§ EXERCISE
Copy out all the entries word for word.

§ THE DATA
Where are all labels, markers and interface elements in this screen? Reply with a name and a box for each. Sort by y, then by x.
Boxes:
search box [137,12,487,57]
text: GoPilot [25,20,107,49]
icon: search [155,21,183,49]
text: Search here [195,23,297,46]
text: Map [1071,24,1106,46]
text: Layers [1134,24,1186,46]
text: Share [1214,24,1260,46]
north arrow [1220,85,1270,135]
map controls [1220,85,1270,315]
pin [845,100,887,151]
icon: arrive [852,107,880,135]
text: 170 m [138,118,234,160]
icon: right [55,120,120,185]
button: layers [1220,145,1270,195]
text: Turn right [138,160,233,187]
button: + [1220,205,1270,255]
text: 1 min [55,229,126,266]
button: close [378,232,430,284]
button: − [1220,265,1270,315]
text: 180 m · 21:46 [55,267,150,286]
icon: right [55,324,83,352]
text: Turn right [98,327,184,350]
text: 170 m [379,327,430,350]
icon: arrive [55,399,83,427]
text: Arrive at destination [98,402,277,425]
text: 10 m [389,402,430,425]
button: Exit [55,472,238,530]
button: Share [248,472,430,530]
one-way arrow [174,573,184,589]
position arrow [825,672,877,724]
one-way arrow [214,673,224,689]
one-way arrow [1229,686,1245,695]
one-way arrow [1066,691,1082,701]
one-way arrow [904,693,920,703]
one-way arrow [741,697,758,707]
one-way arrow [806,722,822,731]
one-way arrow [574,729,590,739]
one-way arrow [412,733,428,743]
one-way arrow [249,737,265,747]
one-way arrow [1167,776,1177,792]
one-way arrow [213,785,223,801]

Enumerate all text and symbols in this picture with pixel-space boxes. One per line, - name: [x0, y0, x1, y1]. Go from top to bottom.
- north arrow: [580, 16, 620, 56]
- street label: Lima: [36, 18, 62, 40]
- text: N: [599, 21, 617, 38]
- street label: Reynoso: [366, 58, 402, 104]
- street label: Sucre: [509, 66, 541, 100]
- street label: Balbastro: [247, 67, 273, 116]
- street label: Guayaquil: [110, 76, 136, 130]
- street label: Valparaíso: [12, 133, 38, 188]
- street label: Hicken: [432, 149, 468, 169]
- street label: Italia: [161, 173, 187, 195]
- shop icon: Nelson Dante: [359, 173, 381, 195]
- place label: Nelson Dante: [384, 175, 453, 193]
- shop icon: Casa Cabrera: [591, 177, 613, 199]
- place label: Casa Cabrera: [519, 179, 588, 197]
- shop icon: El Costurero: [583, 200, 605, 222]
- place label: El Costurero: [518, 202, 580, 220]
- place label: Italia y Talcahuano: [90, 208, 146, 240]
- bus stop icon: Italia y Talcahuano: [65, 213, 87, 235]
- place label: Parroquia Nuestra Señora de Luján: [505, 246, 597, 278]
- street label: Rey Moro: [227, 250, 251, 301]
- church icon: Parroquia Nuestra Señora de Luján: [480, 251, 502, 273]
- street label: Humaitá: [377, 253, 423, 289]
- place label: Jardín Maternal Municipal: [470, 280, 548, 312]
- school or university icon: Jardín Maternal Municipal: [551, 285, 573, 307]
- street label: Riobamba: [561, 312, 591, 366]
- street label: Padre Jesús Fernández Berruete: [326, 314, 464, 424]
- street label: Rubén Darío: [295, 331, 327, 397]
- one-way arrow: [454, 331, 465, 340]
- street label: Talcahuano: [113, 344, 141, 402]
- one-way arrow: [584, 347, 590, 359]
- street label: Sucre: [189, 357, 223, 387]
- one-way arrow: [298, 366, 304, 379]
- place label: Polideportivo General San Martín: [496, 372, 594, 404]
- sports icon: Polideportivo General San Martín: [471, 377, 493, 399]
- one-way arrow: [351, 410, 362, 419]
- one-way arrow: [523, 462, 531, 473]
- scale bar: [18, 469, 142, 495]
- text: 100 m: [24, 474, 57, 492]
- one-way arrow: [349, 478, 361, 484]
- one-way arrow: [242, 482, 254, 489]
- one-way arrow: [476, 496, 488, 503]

§ RESULT OF THE TASK
Where are all labels, markers and interface elements in this screen? Reply with a name and a box for each. Sort by y, then by x.
Boxes:
search box [137,12,487,57]
text: GoPilot [25,20,107,49]
icon: search [155,21,183,49]
text: Search here [195,23,297,46]
text: Map [1071,24,1106,46]
text: Layers [1134,24,1186,46]
text: Share [1214,24,1260,46]
north arrow [1220,85,1270,135]
map controls [1220,85,1270,315]
pin [845,100,887,151]
icon: arrive [852,107,880,135]
text: 170 m [138,118,234,160]
icon: right [55,120,120,185]
button: layers [1220,145,1270,195]
text: Turn right [138,160,233,187]
button: + [1220,205,1270,255]
text: 1 min [55,229,126,266]
button: close [378,232,430,284]
button: − [1220,265,1270,315]
text: 180 m · 21:46 [55,267,150,286]
icon: right [55,324,83,352]
text: Turn right [98,327,184,350]
text: 170 m [379,327,430,350]
icon: arrive [55,399,83,427]
text: Arrive at destination [98,402,277,425]
text: 10 m [389,402,430,425]
button: Exit [55,472,238,530]
button: Share [248,472,430,530]
one-way arrow [174,573,184,589]
position arrow [825,672,877,724]
one-way arrow [214,673,224,689]
one-way arrow [1229,686,1245,695]
one-way arrow [1066,691,1082,701]
one-way arrow [904,693,920,703]
one-way arrow [741,697,758,707]
one-way arrow [806,722,822,731]
one-way arrow [574,729,590,739]
one-way arrow [412,733,428,743]
one-way arrow [249,737,265,747]
one-way arrow [1167,776,1177,792]
one-way arrow [213,785,223,801]

Enumerate all text and symbols in this picture with pixel-space boxes. One per line, - name: [x0, y0, x1, y1]. Go from top to bottom.
- north arrow: [580, 16, 620, 56]
- street label: Lima: [36, 18, 62, 40]
- text: N: [599, 21, 617, 38]
- street label: Reynoso: [366, 58, 402, 104]
- street label: Sucre: [509, 66, 541, 100]
- street label: Balbastro: [247, 67, 273, 116]
- street label: Guayaquil: [110, 76, 136, 130]
- street label: Valparaíso: [12, 133, 38, 188]
- street label: Hicken: [432, 149, 468, 169]
- street label: Italia: [161, 173, 187, 195]
- shop icon: Nelson Dante: [359, 173, 381, 195]
- place label: Nelson Dante: [384, 175, 453, 193]
- shop icon: Casa Cabrera: [591, 177, 613, 199]
- place label: Casa Cabrera: [519, 179, 588, 197]
- shop icon: El Costurero: [583, 200, 605, 222]
- place label: El Costurero: [518, 202, 580, 220]
- place label: Italia y Talcahuano: [90, 208, 146, 240]
- bus stop icon: Italia y Talcahuano: [65, 213, 87, 235]
- place label: Parroquia Nuestra Señora de Luján: [505, 246, 597, 278]
- street label: Rey Moro: [227, 250, 251, 301]
- church icon: Parroquia Nuestra Señora de Luján: [480, 251, 502, 273]
- street label: Humaitá: [377, 253, 423, 289]
- place label: Jardín Maternal Municipal: [470, 280, 548, 312]
- school or university icon: Jardín Maternal Municipal: [551, 285, 573, 307]
- street label: Riobamba: [561, 312, 591, 366]
- street label: Padre Jesús Fernández Berruete: [326, 314, 464, 424]
- street label: Rubén Darío: [295, 331, 327, 397]
- one-way arrow: [454, 331, 465, 340]
- street label: Talcahuano: [113, 344, 141, 402]
- one-way arrow: [584, 347, 590, 359]
- street label: Sucre: [189, 357, 223, 387]
- one-way arrow: [298, 366, 304, 379]
- place label: Polideportivo General San Martín: [496, 372, 594, 404]
- sports icon: Polideportivo General San Martín: [471, 377, 493, 399]
- one-way arrow: [351, 410, 362, 419]
- one-way arrow: [523, 462, 531, 473]
- scale bar: [18, 469, 142, 495]
- text: 100 m: [24, 474, 57, 492]
- one-way arrow: [349, 478, 361, 484]
- one-way arrow: [242, 482, 254, 489]
- one-way arrow: [476, 496, 488, 503]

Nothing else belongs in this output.